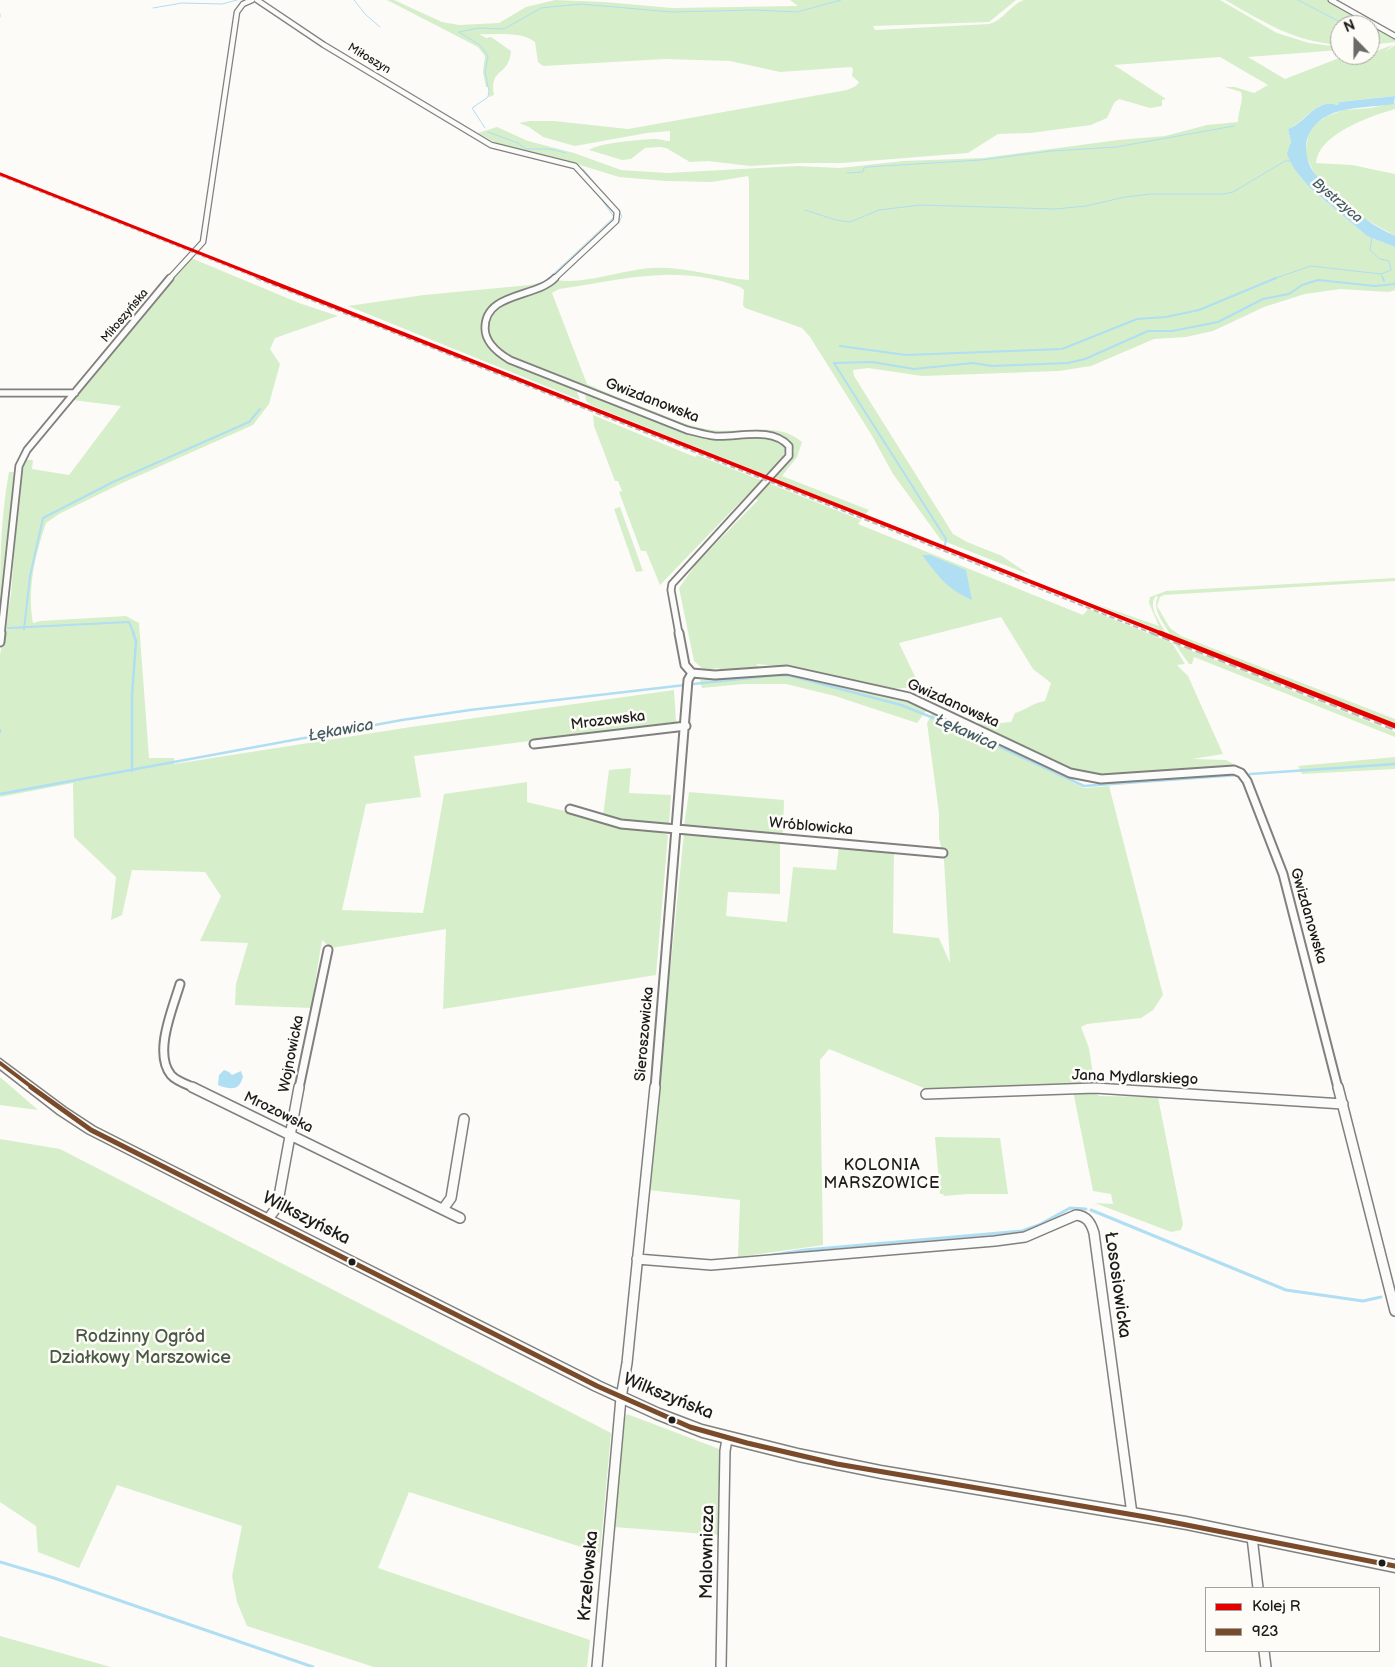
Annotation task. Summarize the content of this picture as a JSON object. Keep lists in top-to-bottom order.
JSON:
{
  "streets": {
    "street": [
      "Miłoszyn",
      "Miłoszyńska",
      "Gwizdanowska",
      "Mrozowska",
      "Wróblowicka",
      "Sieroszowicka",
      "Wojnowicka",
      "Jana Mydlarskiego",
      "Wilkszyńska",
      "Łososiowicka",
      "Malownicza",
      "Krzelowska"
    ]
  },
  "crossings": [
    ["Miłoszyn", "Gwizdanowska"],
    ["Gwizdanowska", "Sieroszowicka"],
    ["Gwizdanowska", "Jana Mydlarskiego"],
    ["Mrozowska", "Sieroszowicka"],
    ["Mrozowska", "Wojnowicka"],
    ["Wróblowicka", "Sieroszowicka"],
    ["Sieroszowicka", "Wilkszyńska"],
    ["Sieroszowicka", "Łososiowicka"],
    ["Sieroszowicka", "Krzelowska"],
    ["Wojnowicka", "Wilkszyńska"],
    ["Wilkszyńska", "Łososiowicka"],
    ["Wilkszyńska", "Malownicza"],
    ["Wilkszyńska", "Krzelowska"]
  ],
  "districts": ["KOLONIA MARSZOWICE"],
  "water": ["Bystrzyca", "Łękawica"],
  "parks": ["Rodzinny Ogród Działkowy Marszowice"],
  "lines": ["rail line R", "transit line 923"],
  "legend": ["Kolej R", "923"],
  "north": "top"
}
* * *
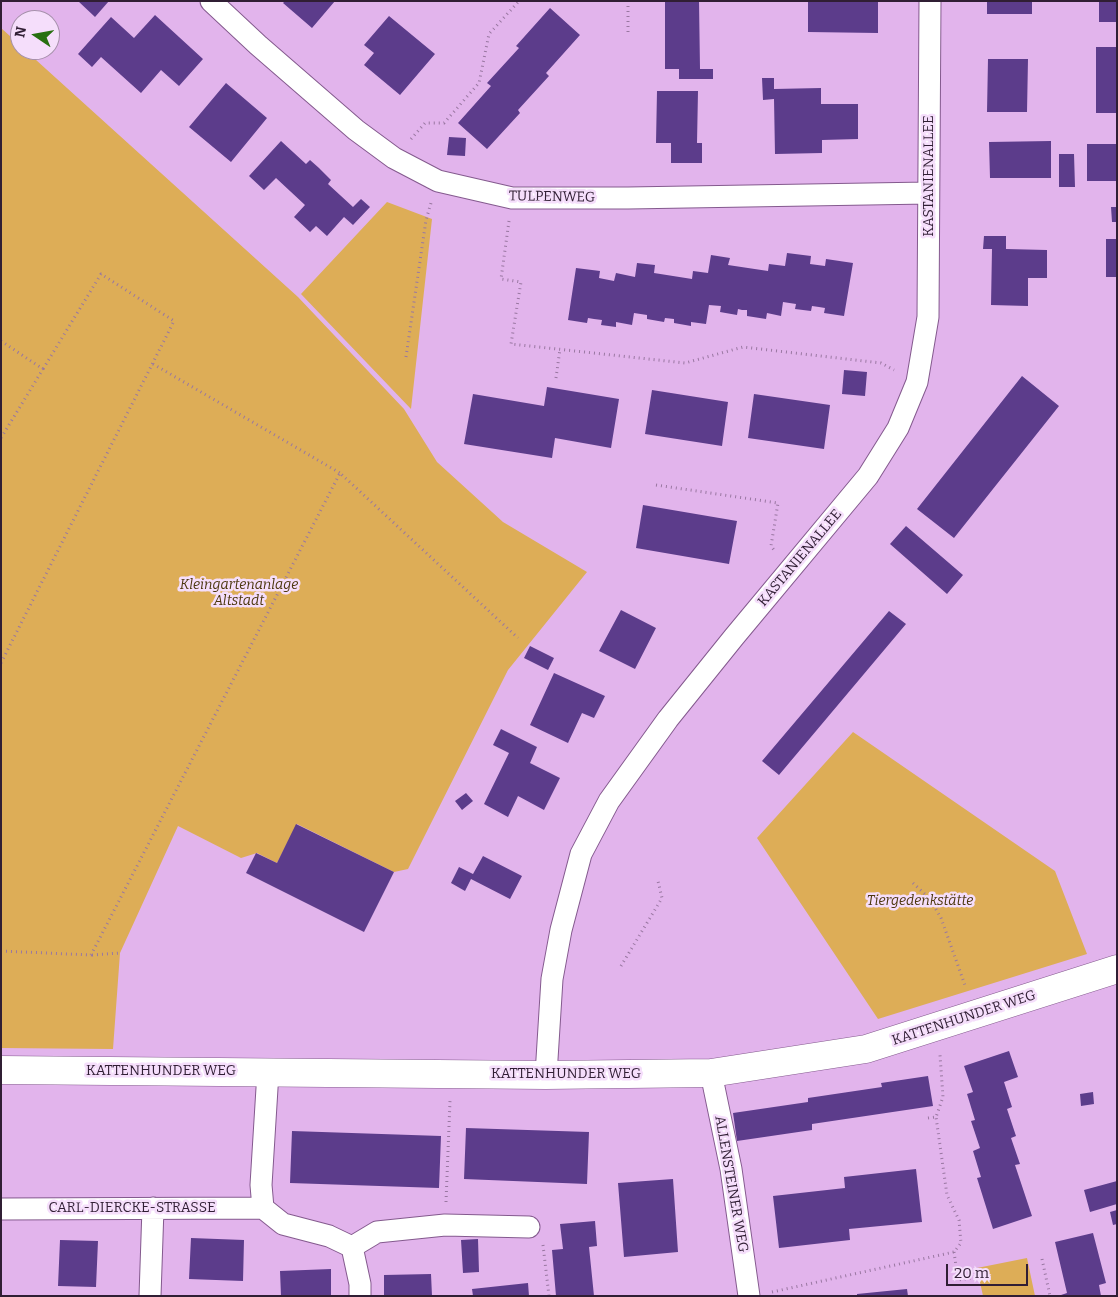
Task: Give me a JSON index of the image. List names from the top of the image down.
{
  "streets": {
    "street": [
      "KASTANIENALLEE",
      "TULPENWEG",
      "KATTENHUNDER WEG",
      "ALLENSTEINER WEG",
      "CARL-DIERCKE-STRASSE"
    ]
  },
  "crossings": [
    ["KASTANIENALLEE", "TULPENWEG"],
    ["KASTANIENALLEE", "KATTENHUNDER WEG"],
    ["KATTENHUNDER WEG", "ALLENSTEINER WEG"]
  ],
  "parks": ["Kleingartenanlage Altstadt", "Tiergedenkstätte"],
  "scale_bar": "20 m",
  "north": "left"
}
* * *
▸ Exercise:
State how many lines of the data include the word "KASTANIENALLEE", with nothing else.

▸ Completed exercise:
3